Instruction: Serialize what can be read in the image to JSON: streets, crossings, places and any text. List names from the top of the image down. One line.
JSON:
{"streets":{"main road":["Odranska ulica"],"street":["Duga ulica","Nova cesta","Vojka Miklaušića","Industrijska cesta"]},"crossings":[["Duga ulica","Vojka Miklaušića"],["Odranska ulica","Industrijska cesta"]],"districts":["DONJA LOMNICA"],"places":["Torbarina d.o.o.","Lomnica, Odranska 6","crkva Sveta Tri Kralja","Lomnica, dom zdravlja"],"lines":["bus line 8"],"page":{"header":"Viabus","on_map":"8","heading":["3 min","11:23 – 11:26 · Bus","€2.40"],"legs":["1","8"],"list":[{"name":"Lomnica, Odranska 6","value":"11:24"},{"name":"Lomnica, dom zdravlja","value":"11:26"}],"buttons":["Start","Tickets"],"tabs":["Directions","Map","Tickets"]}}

### Try it
Retype every line of the material above without altering anything.

### Problem solution
Instruction: Serialize what can be read in the image to JSON: streets, crossings, places and any text. List names from the top of the image down. One line.
JSON:
{"streets":{"main road":["Odranska ulica"],"street":["Duga ulica","Nova cesta","Vojka Miklaušića","Industrijska cesta"]},"crossings":[["Duga ulica","Vojka Miklaušića"],["Odranska ulica","Industrijska cesta"]],"districts":["DONJA LOMNICA"],"places":["Torbarina d.o.o.","Lomnica, Odranska 6","crkva Sveta Tri Kralja","Lomnica, dom zdravlja"],"lines":["bus line 8"],"page":{"header":"Viabus","on_map":"8","heading":["3 min","11:23 – 11:26 · Bus","€2.40"],"legs":["1","8"],"list":[{"name":"Lomnica, Odranska 6","value":"11:24"},{"name":"Lomnica, dom zdravlja","value":"11:26"}],"buttons":["Start","Tickets"],"tabs":["Directions","Map","Tickets"]}}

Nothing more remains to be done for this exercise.